**What you need to do:** Every record shown here must be duplicated without change.

(Input for this task)

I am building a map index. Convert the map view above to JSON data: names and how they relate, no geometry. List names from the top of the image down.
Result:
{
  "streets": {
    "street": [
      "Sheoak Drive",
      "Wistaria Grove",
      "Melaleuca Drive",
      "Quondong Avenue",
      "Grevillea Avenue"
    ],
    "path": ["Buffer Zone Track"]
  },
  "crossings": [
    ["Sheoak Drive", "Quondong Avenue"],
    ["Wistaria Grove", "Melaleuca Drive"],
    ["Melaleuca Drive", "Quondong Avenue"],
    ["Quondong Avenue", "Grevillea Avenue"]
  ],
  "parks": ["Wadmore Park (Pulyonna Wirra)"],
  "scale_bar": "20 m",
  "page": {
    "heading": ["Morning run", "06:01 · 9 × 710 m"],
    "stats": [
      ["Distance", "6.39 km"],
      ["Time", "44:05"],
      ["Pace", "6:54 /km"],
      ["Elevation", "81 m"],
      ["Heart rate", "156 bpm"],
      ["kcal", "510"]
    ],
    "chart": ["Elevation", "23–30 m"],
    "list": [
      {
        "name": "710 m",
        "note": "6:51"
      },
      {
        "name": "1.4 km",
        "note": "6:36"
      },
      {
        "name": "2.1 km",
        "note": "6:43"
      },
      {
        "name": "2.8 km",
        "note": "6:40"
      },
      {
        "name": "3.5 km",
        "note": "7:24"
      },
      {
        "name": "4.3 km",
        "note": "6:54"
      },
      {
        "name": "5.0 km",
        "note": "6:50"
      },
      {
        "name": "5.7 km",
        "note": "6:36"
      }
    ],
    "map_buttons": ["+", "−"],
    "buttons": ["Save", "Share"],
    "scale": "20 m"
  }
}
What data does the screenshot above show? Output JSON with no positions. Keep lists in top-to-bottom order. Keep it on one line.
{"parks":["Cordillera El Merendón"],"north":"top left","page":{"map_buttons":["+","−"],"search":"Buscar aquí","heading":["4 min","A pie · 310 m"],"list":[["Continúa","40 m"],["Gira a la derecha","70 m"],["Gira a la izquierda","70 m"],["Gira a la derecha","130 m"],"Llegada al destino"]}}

(End Input for this task)

**Solution to the problem:**
I am building a map index. Convert the map view above to JSON data: names and how they relate, no geometry. List names from the top of the image down.
Result:
{
  "streets": {
    "street": [
      "Sheoak Drive",
      "Wistaria Grove",
      "Melaleuca Drive",
      "Quondong Avenue",
      "Grevillea Avenue"
    ],
    "path": ["Buffer Zone Track"]
  },
  "crossings": [
    ["Sheoak Drive", "Quondong Avenue"],
    ["Wistaria Grove", "Melaleuca Drive"],
    ["Melaleuca Drive", "Quondong Avenue"],
    ["Quondong Avenue", "Grevillea Avenue"]
  ],
  "parks": ["Wadmore Park (Pulyonna Wirra)"],
  "scale_bar": "20 m",
  "page": {
    "heading": ["Morning run", "06:01 · 9 × 710 m"],
    "stats": [
      ["Distance", "6.39 km"],
      ["Time", "44:05"],
      ["Pace", "6:54 /km"],
      ["Elevation", "81 m"],
      ["Heart rate", "156 bpm"],
      ["kcal", "510"]
    ],
    "chart": ["Elevation", "23–30 m"],
    "list": [
      {
        "name": "710 m",
        "note": "6:51"
      },
      {
        "name": "1.4 km",
        "note": "6:36"
      },
      {
        "name": "2.1 km",
        "note": "6:43"
      },
      {
        "name": "2.8 km",
        "note": "6:40"
      },
      {
        "name": "3.5 km",
        "note": "7:24"
      },
      {
        "name": "4.3 km",
        "note": "6:54"
      },
      {
        "name": "5.0 km",
        "note": "6:50"
      },
      {
        "name": "5.7 km",
        "note": "6:36"
      }
    ],
    "map_buttons": ["+", "−"],
    "buttons": ["Save", "Share"],
    "scale": "20 m"
  }
}
What data does the screenshot above show? Output JSON with no positions. Keep lists in top-to-bottom order. Keep it on one line.
{"parks":["Cordillera El Merendón"],"north":"top left","page":{"map_buttons":["+","−"],"search":"Buscar aquí","heading":["4 min","A pie · 310 m"],"list":[["Continúa","40 m"],["Gira a la derecha","70 m"],["Gira a la izquierda","70 m"],["Gira a la derecha","130 m"],"Llegada al destino"]}}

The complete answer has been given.